(Entries taken from a collection)
⟨

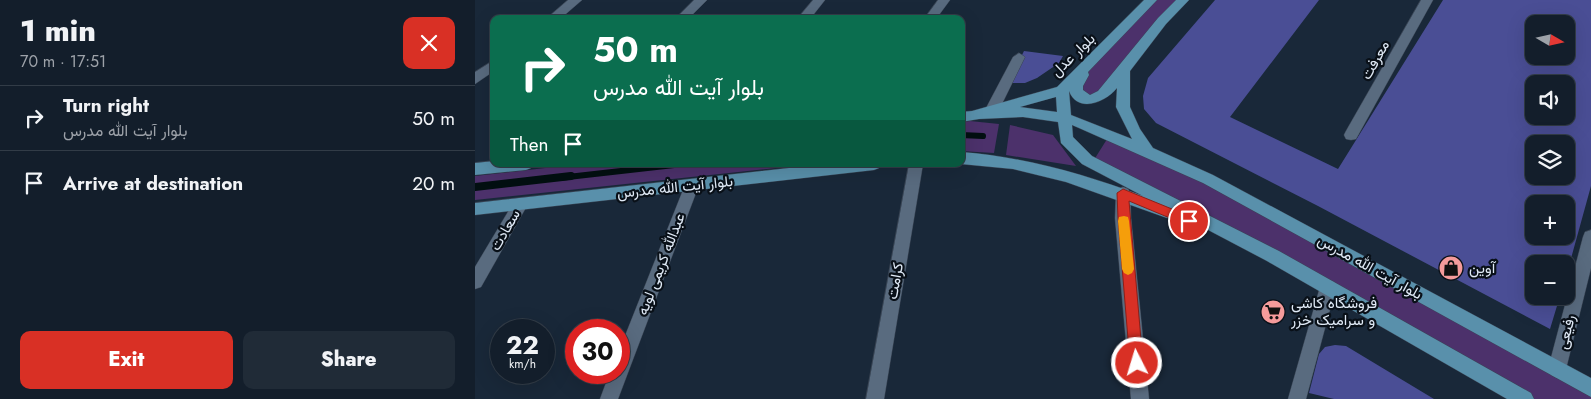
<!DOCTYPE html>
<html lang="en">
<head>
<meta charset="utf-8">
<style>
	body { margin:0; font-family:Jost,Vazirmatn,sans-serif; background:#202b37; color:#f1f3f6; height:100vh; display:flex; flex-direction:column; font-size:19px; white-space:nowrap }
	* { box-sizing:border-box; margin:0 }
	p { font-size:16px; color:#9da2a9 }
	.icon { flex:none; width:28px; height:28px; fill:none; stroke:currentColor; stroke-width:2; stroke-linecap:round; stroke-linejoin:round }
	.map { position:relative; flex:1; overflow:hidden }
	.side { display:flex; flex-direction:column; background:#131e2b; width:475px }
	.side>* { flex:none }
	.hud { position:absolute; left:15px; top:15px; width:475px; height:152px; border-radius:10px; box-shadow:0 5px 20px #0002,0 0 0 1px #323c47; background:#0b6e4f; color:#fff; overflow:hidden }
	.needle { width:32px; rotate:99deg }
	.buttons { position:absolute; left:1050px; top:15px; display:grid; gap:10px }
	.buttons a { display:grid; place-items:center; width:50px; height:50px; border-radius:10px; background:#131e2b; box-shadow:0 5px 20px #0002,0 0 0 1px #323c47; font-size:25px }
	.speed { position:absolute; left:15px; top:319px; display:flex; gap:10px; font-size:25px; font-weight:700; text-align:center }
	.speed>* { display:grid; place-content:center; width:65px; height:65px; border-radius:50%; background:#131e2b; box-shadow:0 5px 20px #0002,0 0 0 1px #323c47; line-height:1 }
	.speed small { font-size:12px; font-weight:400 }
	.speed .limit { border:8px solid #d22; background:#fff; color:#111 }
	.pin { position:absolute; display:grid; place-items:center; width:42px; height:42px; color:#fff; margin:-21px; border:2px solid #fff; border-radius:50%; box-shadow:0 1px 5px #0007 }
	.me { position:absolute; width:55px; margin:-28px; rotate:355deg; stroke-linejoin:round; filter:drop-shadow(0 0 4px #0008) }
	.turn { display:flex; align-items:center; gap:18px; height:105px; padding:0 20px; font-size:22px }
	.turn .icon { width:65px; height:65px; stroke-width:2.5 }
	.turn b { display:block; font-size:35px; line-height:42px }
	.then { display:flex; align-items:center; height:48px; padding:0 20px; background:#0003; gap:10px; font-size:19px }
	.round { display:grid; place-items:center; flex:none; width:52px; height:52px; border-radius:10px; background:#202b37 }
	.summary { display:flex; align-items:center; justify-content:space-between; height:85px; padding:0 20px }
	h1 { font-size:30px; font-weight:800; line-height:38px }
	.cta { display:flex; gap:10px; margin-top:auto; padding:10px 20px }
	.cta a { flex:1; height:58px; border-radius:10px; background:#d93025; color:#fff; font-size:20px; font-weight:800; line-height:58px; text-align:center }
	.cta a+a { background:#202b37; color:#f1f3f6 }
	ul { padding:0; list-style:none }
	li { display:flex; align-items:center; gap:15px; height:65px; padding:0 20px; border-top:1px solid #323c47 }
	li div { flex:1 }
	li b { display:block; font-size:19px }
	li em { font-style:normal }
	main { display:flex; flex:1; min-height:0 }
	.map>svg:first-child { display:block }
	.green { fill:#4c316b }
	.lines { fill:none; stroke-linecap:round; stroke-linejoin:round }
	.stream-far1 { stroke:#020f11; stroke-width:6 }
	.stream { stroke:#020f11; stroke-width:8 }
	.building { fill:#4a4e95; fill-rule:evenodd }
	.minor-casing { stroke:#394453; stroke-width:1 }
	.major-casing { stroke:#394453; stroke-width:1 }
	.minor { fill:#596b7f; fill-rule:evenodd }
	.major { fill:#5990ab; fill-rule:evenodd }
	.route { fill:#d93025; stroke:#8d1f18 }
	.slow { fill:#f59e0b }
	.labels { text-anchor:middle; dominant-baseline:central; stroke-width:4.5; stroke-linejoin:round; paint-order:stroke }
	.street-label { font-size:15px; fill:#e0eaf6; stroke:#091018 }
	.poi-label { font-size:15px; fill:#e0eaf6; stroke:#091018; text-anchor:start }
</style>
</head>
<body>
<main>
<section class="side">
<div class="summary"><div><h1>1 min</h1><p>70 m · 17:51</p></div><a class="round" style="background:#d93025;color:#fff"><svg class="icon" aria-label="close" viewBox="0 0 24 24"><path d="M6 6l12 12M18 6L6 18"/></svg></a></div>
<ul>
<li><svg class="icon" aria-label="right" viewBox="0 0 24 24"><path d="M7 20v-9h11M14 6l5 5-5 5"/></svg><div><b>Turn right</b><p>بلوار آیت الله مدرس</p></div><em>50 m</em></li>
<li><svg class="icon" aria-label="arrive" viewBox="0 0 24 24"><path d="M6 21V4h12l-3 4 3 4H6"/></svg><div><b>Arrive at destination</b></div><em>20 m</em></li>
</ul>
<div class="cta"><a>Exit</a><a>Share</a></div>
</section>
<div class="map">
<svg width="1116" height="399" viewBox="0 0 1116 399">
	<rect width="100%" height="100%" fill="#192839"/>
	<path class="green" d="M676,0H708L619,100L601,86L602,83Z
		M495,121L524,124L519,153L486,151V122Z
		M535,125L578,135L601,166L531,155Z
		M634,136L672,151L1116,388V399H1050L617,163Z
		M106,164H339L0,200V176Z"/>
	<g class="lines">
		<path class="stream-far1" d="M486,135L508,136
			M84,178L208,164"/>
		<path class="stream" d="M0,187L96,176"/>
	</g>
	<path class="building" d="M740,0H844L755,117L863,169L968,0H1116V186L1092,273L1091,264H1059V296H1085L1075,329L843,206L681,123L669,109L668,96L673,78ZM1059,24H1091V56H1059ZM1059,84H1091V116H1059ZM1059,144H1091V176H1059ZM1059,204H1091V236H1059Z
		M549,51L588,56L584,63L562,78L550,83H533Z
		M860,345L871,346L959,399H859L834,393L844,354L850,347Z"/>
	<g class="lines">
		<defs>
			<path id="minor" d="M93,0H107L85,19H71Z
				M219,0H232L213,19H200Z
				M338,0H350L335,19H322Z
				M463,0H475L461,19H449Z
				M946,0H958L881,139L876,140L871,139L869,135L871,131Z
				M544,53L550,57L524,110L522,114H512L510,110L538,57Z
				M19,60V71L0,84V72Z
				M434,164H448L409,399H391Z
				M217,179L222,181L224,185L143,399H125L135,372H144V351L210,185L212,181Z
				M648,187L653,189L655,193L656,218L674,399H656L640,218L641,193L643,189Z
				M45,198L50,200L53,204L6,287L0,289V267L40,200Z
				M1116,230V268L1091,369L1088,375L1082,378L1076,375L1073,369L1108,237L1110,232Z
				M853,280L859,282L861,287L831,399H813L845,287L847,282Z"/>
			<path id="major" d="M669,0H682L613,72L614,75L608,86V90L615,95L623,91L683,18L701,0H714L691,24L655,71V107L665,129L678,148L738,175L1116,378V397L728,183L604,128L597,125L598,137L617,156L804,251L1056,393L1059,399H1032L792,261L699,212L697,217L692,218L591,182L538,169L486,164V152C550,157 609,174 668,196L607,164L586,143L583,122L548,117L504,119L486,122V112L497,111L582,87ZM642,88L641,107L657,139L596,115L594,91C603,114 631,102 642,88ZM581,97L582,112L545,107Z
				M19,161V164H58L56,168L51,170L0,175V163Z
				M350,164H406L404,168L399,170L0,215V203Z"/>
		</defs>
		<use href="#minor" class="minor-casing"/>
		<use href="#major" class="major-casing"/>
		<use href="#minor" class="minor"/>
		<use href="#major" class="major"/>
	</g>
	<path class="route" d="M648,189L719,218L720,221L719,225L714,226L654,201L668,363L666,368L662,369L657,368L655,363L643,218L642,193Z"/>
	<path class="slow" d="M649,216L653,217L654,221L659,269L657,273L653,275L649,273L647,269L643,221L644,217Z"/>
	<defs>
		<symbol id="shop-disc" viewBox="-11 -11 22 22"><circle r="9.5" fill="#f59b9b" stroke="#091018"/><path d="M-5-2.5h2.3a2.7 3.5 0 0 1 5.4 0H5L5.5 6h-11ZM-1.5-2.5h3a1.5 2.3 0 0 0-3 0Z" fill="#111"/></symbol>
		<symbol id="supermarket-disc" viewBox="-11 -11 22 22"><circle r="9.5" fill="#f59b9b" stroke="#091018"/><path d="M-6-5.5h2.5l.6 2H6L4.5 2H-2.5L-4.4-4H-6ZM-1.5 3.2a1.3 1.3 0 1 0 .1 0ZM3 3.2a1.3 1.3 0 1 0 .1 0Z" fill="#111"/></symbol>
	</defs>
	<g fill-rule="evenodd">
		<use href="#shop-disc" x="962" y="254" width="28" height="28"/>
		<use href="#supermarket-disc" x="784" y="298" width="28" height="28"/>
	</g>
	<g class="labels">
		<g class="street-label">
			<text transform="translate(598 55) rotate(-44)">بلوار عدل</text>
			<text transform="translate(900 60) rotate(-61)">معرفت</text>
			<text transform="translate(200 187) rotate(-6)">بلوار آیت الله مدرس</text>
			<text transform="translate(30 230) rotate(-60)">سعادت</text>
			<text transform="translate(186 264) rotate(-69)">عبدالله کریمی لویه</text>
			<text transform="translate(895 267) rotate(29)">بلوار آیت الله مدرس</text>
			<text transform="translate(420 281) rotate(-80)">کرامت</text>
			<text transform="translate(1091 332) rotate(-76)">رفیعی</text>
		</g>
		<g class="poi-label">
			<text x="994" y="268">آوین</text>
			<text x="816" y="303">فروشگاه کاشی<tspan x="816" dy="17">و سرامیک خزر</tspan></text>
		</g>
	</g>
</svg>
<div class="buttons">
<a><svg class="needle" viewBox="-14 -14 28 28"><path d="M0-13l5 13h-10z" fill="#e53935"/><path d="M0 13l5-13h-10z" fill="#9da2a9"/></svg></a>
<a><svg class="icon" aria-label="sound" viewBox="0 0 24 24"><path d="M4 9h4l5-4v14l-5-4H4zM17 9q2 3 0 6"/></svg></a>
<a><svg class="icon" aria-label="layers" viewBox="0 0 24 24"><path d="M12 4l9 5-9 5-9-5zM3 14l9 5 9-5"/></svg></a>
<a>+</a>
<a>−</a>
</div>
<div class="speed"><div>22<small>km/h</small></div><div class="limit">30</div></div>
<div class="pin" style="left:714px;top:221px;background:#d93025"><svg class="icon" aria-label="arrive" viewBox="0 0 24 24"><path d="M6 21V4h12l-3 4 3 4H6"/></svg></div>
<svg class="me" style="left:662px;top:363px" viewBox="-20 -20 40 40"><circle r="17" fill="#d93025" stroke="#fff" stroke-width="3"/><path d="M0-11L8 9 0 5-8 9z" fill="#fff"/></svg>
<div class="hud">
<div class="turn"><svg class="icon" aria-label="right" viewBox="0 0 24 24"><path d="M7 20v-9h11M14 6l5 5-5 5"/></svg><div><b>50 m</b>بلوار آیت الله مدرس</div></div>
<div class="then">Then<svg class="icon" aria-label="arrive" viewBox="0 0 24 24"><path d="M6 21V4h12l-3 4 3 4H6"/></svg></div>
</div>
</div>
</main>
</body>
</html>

⟩

**EXERCISE**.
Print again, exactly, the lines of the records above from the first line through the line with "border:8px solid #d22;". No pictures.

**RESULT**.
<!DOCTYPE html>
<html lang="en">
<head>
<meta charset="utf-8">
<style>
	body { margin:0; font-family:Jost,Vazirmatn,sans-serif; background:#202b37; color:#f1f3f6; height:100vh; display:flex; flex-direction:column; font-size:19px; white-space:nowrap }
	* { box-sizing:border-box; margin:0 }
	p { font-size:16px; color:#9da2a9 }
	.icon { flex:none; width:28px; height:28px; fill:none; stroke:currentColor; stroke-width:2; stroke-linecap:round; stroke-linejoin:round }
	.map { position:relative; flex:1; overflow:hidden }
	.side { display:flex; flex-direction:column; background:#131e2b; width:475px }
	.side>* { flex:none }
	.hud { position:absolute; left:15px; top:15px; width:475px; height:152px; border-radius:10px; box-shadow:0 5px 20px #0002,0 0 0 1px #323c47; background:#0b6e4f; color:#fff; overflow:hidden }
	.needle { width:32px; rotate:99deg }
	.buttons { position:absolute; left:1050px; top:15px; display:grid; gap:10px }
	.buttons a { display:grid; place-items:center; width:50px; height:50px; border-radius:10px; background:#131e2b; box-shadow:0 5px 20px #0002,0 0 0 1px #323c47; font-size:25px }
	.speed { position:absolute; left:15px; top:319px; display:flex; gap:10px; font-size:25px; font-weight:700; text-align:center }
	.speed>* { display:grid; place-content:center; width:65px; height:65px; border-radius:50%; background:#131e2b; box-shadow:0 5px 20px #0002,0 0 0 1px #323c47; line-height:1 }
	.speed small { font-size:12px; font-weight:400 }
	.speed .limit { border:8px solid #d22; background:#fff; color:#111 }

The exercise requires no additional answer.